10 Oct 2023
Min Read
Seamless Data Flow: Integrating DeltaStream and Databricks
DeltaStream is powered by Apache Flink and processes streaming data from sources such as Kafka and Kinesis. The processed data can be used in downstream applications, materialized in a view, or written to data lakes and other analytical systems. Some common use cases of DeltaStream are latency sensitive applications where processed streaming data is needed in real time and data preparation use cases where users want to use a subset of the data contained within a stream. In this blog post, we are introducing Databricks as our latest integration with the DeltaStream platform. Now users can process data from their streaming data sources and write the results directly to Delta Lake.
Users are familiar with Apache Spark as a great batch solution for processing massive amounts of data. However, in real-time stream processing users are latency sensitive and that makes a real-time processing engine a perfect fit. In these cases, DeltaStream can be leveraged to continuously process streaming data and write to the Delta Lake, so that Delta Tables are always up to date and data is never late.
For applications such as those that alert on fraudulent activities, having both streaming and batch processing capabilities is useful. On the streaming side, DeltaStream can process data events in real time and generate alerts for fraudulent events when there are 3 or more withdrawals from the same bank account within 10 minutes for example. With our latest integration, these fraudulent events generated by DeltaStream can then be written into the Delta Lake and made available to Databricks for any further batch processing or historical analysis. For example, a data scientist may want to observe how many fraudulent events occurred in the past month, and with these alerts already available in their Delta Lake, they can easily do this analysis in the Databricks ecosystem.
Where does Databricks fit in with DeltaStream?
Databricks is a unified data and analytics platform. Databricks users can process, store, clean, share, and analyze their datasets to solve use cases ranging from business insights to machine learning. It has become an increasingly popular solution for data warehousing, but presents challenges with streaming data. For users with streaming data, they must first manage a connection to load their streaming data into Databricks, then perform ETL batch jobs to process and refine their data. For latency sensitive use cases there is a better way. With the new integration with Databricks, DeltaStream now sits in between users’ streaming data and Databricks. In the DeltaStream platform, users can transform and prepare their streaming data and write the results into Databricks with a single SQL query, meaning that any real-time transformations that need to take place on the streaming data can happen before the data is loaded into Databricks.

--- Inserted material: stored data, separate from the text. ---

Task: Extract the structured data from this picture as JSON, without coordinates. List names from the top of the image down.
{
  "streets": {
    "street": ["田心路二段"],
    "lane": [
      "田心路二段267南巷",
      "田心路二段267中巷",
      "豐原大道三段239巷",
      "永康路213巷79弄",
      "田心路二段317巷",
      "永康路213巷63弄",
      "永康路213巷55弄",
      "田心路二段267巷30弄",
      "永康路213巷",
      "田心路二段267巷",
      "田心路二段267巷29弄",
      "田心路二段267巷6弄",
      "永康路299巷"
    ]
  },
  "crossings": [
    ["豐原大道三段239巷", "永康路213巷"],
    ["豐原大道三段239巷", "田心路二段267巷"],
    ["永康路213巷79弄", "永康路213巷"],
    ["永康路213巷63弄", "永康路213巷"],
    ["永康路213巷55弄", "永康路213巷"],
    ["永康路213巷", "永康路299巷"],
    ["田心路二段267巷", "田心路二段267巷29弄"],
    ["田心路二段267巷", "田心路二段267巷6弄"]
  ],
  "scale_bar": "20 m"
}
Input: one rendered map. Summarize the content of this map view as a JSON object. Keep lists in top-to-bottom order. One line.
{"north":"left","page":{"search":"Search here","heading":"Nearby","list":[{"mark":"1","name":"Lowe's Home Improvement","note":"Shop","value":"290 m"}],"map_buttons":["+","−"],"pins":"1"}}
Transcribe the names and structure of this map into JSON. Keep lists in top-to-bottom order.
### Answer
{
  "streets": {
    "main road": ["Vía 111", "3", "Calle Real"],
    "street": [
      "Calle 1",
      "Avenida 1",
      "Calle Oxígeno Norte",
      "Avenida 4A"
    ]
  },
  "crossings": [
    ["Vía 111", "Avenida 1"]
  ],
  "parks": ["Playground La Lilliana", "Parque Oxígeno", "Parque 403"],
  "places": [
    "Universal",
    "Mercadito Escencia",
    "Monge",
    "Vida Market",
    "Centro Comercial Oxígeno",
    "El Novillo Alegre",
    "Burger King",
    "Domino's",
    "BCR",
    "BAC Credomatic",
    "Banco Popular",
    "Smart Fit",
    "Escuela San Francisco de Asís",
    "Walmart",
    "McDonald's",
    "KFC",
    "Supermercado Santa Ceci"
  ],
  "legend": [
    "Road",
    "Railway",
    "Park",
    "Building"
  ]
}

How DeltaStream integrates with Delta Lake
The Delta Lake is the storage layer that powers Databrick’s Lakehouse platform. To integrate with Databricks, DeltaStream needs to be able to write to Delta Lakes with the Delta Table format. Behind the scenes, DeltaStream uses Apache Flink as its compute engine. One of the advantages of using Apache Flink is the rich connector ecosystem that comes along with it, including a connector for the Delta Lake. Using the Delta sink connector, we were able to easily integrate our platform with Databricks.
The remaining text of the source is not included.